BEGIN Provided data

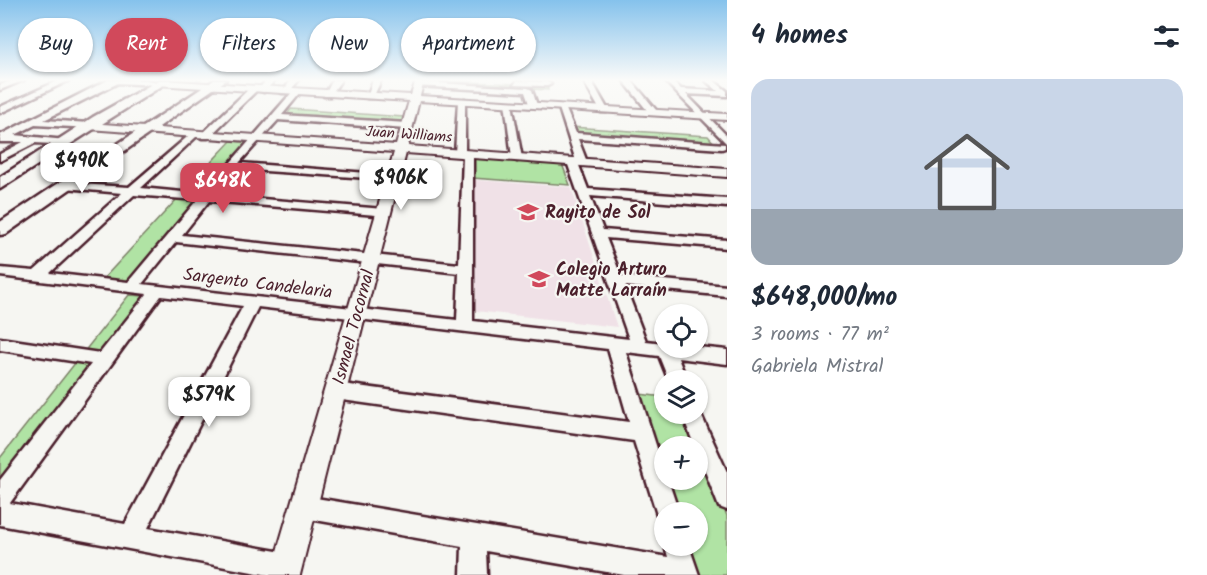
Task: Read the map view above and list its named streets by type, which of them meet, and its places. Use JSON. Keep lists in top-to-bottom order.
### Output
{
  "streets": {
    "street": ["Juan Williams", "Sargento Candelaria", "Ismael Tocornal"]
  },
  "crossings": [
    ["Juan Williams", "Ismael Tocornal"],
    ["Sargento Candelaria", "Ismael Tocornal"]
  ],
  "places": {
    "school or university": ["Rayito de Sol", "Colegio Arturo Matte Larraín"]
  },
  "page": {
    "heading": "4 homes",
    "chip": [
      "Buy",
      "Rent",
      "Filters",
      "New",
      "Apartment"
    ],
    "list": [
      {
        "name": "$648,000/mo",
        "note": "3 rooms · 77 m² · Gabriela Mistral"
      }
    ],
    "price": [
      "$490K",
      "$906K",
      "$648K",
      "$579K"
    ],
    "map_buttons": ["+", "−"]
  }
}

END Provided data

Goal of the exercise:
Write the data above out again exactly, minus its pictures.

Final answer:
Task: Read the map view above and list its named streets by type, which of them meet, and its places. Use JSON. Keep lists in top-to-bottom order.
### Output
{
  "streets": {
    "street": ["Juan Williams", "Sargento Candelaria", "Ismael Tocornal"]
  },
  "crossings": [
    ["Juan Williams", "Ismael Tocornal"],
    ["Sargento Candelaria", "Ismael Tocornal"]
  ],
  "places": {
    "school or university": ["Rayito de Sol", "Colegio Arturo Matte Larraín"]
  },
  "page": {
    "heading": "4 homes",
    "chip": [
      "Buy",
      "Rent",
      "Filters",
      "New",
      "Apartment"
    ],
    "list": [
      {
        "name": "$648,000/mo",
        "note": "3 rooms · 77 m² · Gabriela Mistral"
      }
    ],
    "price": [
      "$490K",
      "$906K",
      "$648K",
      "$579K"
    ],
    "map_buttons": ["+", "−"]
  }
}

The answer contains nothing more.